I was a young, outgoing, and single-minded teenager. My view of Spring Break consisted of going to the beach and shopping. Instead here I was doing this grimy, dirty work.
“Jana, are you just going to stand there? I need help carrying this bed-frame outside,” a classmate of mine said.
I snapped out of my daydream, yet could not shake off my grouchy mood. Instead of working hard, I kept thinking about my friends enjoying their break without me. I obviously did not want to be cleaning out filthy houses in New Orleans! The true reason I agreed to participate? Because I still needed community service hours to meet school requirements.
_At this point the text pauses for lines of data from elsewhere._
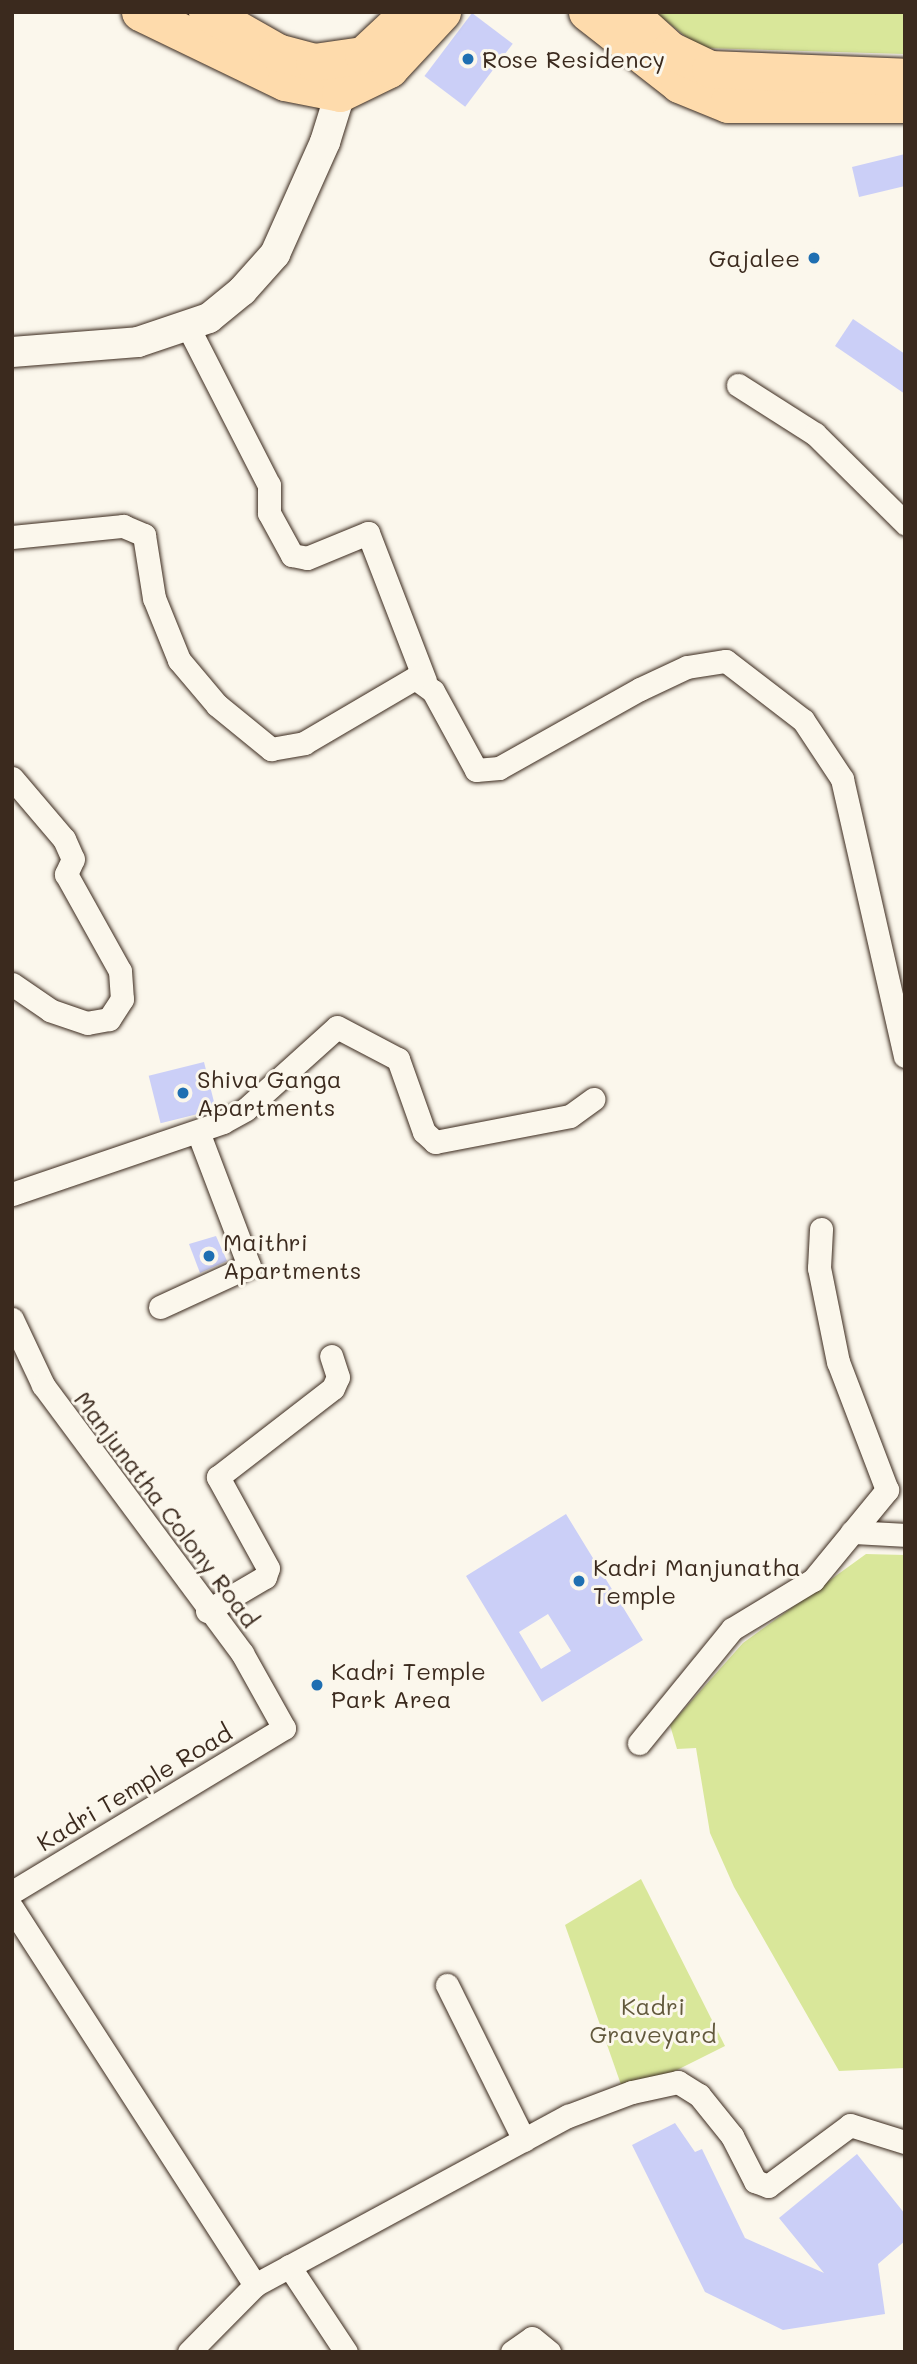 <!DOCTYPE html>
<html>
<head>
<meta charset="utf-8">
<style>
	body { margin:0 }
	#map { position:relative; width:917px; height:2364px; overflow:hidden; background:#fbf7ec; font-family:Mali,sans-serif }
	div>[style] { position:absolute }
	.green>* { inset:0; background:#d9e79a }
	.building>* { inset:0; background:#cbcff7; transform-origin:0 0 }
	.roads { filter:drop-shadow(0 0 2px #3b2a1e) drop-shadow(0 0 2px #3b2a1e) }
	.minor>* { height:23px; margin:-11.5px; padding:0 11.5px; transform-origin:11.5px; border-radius:11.5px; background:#fbf7ec }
	.tertiary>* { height:30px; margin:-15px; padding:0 15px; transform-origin:15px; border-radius:15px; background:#fbf7ec }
	.primary>* { height:37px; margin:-18.5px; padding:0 18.5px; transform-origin:18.5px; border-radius:18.5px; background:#fedbac }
	.dots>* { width:19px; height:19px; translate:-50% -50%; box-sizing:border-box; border:4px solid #fbf7ec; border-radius:50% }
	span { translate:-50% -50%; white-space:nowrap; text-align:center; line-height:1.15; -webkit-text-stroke:6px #fbf7ec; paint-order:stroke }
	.poi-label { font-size:24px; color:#3b2a1e }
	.left { translate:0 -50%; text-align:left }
	.right { translate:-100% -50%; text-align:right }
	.street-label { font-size:24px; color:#3b2a1e }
	.park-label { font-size:24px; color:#62593d }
	.frame { position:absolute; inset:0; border:14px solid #3b2a1e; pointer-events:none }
</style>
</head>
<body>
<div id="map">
	<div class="green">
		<div style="clip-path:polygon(655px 12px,905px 12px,905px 54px,700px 48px)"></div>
		<div style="clip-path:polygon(866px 1554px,905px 1555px,905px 2068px,839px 2071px,734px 1887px,710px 1833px,696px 1748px,677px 1749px,670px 1725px,743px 1643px)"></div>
		<div style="clip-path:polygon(641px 1879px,725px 2046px,625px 2096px,565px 1925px)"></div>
	</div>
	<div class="building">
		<div style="left:472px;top:13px;width:51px;height:79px;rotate:37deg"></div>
		<div style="clip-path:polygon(905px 154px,905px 186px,859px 197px,852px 167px)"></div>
		<div style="clip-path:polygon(853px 319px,905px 354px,905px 394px,835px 346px)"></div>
		<div style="left:204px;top:1062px;width:49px;height:57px;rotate:76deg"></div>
		<div style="clip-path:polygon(216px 1236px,227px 1261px,200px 1273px,189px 1244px)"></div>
		<div style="clip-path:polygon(evenodd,566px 1514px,643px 1640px,542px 1702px,466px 1576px,566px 1514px,548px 1614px,571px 1651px,541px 1669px,519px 1632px,548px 1614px)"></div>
		<div style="clip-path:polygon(675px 2123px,695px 2152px,702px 2149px,745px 2238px,824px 2273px,779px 2218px,857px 2154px,905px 2214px,905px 2241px,878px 2264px,885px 2314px,783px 2330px,705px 2292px,632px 2145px)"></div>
	</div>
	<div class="roads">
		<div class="minor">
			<div style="left:187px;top:325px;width:180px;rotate:62.9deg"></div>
			<div style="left:269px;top:485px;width:28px;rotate:90deg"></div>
			<div style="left:269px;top:513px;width:48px;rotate:61.3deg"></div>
			<div style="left:292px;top:555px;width:15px;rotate:11deg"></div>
			<div style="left:307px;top:558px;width:66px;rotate:-22.3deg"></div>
			<div style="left:368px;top:533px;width:159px;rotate:68.9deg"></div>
			<div style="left:738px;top:385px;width:91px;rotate:32.5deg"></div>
			<div style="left:815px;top:434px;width:127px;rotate:44.7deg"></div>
			<div style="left:12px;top:537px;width:112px;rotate:-5.7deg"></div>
			<div style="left:123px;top:526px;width:23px;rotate:23deg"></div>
			<div style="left:144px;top:535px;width:64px;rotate:81deg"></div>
			<div style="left:154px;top:598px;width:67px;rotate:68deg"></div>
			<div style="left:179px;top:660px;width:59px;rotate:49.8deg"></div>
			<div style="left:217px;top:705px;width:70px;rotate:39.2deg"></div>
			<div style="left:271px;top:749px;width:34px;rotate:-10deg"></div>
			<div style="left:304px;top:743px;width:129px;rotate:-30.4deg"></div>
			<div style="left:415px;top:678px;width:22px;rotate:36deg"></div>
			<div style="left:433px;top:691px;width:90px;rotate:61.4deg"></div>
			<div style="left:476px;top:770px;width:23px;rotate:-5deg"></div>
			<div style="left:499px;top:768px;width:162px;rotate:-29.3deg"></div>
			<div style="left:640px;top:689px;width:52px;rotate:-25.1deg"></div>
			<div style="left:687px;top:667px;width:39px;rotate:-9deg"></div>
			<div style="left:726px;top:661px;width:97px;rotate:37.5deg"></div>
			<div style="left:803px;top:720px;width:71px;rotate:56.5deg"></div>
			<div style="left:842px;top:779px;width:284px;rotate:77.2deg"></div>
			<div style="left:12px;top:778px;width:80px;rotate:49.6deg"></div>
			<div style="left:64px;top:839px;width:22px;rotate:66deg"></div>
			<div style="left:73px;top:859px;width:17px;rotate:115deg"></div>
			<div style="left:66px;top:874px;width:111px;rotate:60.9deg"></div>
			<div style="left:120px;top:971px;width:28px;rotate:86deg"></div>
			<div style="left:122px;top:999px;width:24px;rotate:123deg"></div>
			<div style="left:109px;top:1019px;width:22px;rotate:170deg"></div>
			<div style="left:87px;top:1023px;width:39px;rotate:-161deg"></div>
			<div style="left:50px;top:1010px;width:46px;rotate:-145.6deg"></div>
			<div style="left:12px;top:1194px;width:223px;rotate:-18.8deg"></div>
			<div style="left:223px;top:1122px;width:26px;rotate:-29deg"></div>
			<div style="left:246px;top:1109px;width:122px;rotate:-42deg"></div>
			<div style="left:337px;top:1027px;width:69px;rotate:27.7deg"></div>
			<div style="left:398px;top:1059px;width:77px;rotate:70.4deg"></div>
			<div style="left:424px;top:1132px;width:15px;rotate:42deg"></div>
			<div style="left:435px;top:1142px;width:137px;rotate:-10.9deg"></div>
			<div style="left:570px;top:1116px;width:29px;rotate:-36deg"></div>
			<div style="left:160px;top:1307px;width:98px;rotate:-24.7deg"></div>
			<div style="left:249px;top:1266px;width:143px;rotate:-110.8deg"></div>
			<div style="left:12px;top:1319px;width:73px;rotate:64.8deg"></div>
			<div style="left:43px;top:1385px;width:334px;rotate:53.4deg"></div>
			<div style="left:242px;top:1653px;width:86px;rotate:60.8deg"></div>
			<div style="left:284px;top:1728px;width:318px;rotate:148.9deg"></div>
			<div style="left:852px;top:1532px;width:53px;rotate:3.2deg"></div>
			<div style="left:207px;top:1611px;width:67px;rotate:-30.4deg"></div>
			<div style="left:265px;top:1577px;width:9px;rotate:-72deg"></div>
			<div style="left:268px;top:1568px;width:104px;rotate:-118.8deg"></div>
			<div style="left:218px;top:1477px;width:145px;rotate:-37.7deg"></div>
			<div style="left:333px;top:1388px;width:12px;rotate:-66deg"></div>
			<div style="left:338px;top:1377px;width:22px;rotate:-108deg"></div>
			<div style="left:639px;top:1743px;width:147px;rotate:-50.8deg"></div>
			<div style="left:732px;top:1629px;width:95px;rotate:-31.2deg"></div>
			<div style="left:813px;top:1580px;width:117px;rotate:-50.6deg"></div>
			<div style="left:887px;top:1490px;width:137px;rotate:-110.9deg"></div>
			<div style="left:838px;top:1362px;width:96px;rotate:-101.4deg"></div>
			<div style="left:819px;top:1268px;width:39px;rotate:-87deg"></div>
			<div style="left:12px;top:1908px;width:449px;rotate:57.2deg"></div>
			<div style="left:447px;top:1985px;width:173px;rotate:63.6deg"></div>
			<div style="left:289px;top:2266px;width:103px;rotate:56.5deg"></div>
			<div style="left:189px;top:2352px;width:94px;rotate:-45.4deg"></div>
			<div style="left:255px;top:2285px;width:356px;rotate:-28.4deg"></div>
			<div style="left:568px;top:2116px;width:68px;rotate:-20.6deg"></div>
			<div style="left:632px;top:2092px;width:47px;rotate:-12.3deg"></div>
			<div style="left:678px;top:2082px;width:25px;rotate:32deg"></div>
			<div style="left:699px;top:2095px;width:53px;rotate:51.2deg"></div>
			<div style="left:732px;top:2136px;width:51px;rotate:62.9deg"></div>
			<div style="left:755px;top:2181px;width:14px;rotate:21deg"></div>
			<div style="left:768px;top:2186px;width:102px;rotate:-36.6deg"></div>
			<div style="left:850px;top:2125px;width:58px;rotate:17.2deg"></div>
			<div style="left:512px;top:2352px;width:24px;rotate:-35deg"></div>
			<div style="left:532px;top:2338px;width:22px;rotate:39deg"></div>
		</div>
		<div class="tertiary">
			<div style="left:12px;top:352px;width:126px;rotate:-4.5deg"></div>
			<div style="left:138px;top:342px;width:75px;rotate:-18.7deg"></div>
			<div style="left:209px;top:318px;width:43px;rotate:-39.3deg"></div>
			<div style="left:242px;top:291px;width:50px;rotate:-48.3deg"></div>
			<div style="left:275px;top:254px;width:123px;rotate:-65.9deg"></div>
			<div style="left:325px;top:142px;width:73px;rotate:-72.6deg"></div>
		</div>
		<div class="primary">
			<div style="left:140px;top:12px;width:161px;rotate:25.8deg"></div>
			<div style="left:285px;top:82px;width:56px;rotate:11.3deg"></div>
			<div style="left:340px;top:93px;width:55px;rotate:-26.1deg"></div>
			<div style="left:389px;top:69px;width:78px;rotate:-47.1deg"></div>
			<div style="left:207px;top:12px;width:81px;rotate:29.7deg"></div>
			<div style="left:277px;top:52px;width:38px;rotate:15deg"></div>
			<div style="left:314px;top:62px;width:49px;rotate:-8.1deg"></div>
			<div style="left:363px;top:55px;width:63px;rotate:-43.1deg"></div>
			<div style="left:587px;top:12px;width:117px;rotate:38deg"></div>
			<div style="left:679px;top:84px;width:53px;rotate:22.2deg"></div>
			<div style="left:728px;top:104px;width:177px"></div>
			<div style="left:628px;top:12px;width:57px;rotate:42.1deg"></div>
			<div style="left:670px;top:50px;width:44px;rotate:25.4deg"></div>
			<div style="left:710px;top:69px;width:195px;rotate:2.3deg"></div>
		</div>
	</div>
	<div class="dots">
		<div style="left:468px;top:59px;background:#1f6fb2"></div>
		<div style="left:814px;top:258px;background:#1f6fb2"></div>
		<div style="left:183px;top:1093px;background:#1f6fb2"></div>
		<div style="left:209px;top:1256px;background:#1f6fb2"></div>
		<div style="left:579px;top:1581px;background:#1f6fb2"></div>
		<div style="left:317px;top:1685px;background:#1f6fb2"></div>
	</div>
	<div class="poi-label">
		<span class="left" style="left:482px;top:59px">Rose Residency</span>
		<span class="right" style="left:800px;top:258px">Gajalee</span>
		<span class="left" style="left:197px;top:1093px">Shiva Ganga<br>Apartments</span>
		<span class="left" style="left:223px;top:1256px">Maithri<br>Apartments</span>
		<span class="left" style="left:593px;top:1581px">Kadri Manjunatha<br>Temple</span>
		<span class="left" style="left:331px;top:1685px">Kadri Temple<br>Park Area</span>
	</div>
	<div class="street-label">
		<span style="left:167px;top:1509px;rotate:53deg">Manjunatha Colony Road</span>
		<span style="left:134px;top:1787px;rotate:-31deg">Kadri Temple Road</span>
	</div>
	<div class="park-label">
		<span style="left:653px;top:2020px">Kadri<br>Graveyard</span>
	</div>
	<div class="frame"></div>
</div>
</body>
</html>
Hurricane Katrina had taken place months before our visit, but New Orleans still needed desperate help. Each home we entered reeked, making my eyes burn and stomach churn. The waterline reached clear up to the ceiling in most the homes. Piles of individual’s belongings were smothered in grime. Our job consisted of clearing everything out, and then completely gutting the house.
Counting My Blessings
I walked into a bedroom and started to clean out the closet. I reached into the closet, grabbed a mangled up jacket, and instantly froze in my tracks because I owned that exact same jacket. The room felt eerie, lonely, and cold. It was just me and that jacket. As I peered into the closet, I saw numerous items that were just like mine. How would I feel if my closet had been destroyed? Tears immediately sprang to my eyes. In that moment of silence, I thanked God for what I do have.
People’s belongings, memories, and meaningful items were washed away in hurricane Katrina. There I stood, observing the destruction firsthand. I became ashamed with my self-indulgence, begging God to veer me away from my egocentric viewpoint.
I knew God had put me in that moldy room at that exact moment. He knew how stubborn I was being. Through Him I learned to see the world through a whole new perspective and appreciate the blessings He has provided.